* _WHAT IS EXPECTED_
Search each line below for the word "Give" and list those that contain it.

* _AVAILABLE DATA_

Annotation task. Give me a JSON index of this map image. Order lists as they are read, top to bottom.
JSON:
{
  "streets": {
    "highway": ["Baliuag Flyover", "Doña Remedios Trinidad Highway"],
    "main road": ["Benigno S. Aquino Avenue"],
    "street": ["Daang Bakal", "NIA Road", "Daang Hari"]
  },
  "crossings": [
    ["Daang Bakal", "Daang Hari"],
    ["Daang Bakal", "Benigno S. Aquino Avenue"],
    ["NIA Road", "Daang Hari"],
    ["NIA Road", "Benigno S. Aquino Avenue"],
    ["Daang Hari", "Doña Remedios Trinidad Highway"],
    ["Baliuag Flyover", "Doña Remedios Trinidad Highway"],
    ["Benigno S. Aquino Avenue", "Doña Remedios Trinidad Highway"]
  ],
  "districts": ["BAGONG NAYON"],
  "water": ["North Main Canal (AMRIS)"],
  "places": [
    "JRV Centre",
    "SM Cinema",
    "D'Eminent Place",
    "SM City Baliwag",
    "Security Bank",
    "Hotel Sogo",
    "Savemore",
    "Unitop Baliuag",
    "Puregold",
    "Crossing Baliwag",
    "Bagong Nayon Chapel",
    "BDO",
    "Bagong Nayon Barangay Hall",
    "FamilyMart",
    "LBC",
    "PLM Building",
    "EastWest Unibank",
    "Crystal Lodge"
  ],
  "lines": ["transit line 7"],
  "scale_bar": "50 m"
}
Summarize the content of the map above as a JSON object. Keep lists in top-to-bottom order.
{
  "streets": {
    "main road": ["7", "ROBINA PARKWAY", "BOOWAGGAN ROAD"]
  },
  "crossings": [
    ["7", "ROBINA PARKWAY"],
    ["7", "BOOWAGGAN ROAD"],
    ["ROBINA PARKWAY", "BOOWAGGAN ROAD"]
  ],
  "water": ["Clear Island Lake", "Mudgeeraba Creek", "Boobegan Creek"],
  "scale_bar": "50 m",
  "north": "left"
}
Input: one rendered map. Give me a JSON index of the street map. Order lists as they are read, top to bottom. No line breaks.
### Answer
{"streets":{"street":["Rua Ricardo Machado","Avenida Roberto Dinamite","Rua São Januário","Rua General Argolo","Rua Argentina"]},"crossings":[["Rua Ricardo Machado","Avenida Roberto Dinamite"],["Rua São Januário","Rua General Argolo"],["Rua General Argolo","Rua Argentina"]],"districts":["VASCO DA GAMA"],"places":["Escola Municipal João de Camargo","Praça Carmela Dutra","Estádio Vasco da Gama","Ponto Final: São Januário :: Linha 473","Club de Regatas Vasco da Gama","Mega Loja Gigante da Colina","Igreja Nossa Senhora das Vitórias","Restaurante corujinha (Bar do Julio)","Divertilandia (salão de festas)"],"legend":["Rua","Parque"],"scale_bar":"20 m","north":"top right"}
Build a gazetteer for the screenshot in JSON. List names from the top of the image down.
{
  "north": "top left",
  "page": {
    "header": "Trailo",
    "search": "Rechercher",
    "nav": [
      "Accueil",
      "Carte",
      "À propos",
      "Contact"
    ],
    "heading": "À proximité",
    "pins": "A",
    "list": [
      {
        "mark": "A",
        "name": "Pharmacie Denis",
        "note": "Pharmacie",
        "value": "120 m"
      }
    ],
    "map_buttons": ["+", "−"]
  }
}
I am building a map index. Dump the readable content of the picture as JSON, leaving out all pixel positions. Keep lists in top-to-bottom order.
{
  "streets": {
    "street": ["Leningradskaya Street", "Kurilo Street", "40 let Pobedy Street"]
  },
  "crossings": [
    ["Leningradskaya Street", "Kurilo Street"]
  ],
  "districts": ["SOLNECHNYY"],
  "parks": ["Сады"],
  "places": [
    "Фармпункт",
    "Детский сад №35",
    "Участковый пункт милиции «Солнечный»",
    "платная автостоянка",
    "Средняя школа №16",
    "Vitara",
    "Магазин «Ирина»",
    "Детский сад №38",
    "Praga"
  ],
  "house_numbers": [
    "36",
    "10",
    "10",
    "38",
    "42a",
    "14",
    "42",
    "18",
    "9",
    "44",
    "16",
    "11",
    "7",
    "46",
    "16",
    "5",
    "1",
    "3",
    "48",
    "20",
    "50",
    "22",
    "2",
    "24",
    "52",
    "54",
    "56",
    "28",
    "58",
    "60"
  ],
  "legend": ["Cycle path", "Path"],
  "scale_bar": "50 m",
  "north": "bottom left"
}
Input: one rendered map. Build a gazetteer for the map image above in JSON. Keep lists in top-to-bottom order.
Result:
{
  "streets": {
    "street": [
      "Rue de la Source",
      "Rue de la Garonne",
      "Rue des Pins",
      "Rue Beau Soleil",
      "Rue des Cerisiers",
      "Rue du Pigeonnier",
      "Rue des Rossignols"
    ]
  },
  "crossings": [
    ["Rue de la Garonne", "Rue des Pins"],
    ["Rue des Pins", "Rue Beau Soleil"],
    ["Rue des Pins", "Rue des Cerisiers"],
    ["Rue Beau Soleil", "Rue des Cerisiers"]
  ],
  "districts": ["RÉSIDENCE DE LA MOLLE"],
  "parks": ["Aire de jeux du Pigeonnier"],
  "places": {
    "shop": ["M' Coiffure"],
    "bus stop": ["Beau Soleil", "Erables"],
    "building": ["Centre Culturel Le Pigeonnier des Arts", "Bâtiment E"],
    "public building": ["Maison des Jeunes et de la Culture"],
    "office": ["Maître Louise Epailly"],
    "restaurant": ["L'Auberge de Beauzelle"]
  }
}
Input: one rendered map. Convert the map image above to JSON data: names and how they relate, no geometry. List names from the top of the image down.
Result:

* _SOLUTION FOR THIS EXERCISE_
Annotation task. Give me a JSON index of this map image. Order lists as they are read, top to bottom.
Input: one rendered map. Give me a JSON index of the street map. Order lists as they are read, top to bottom. No line breaks.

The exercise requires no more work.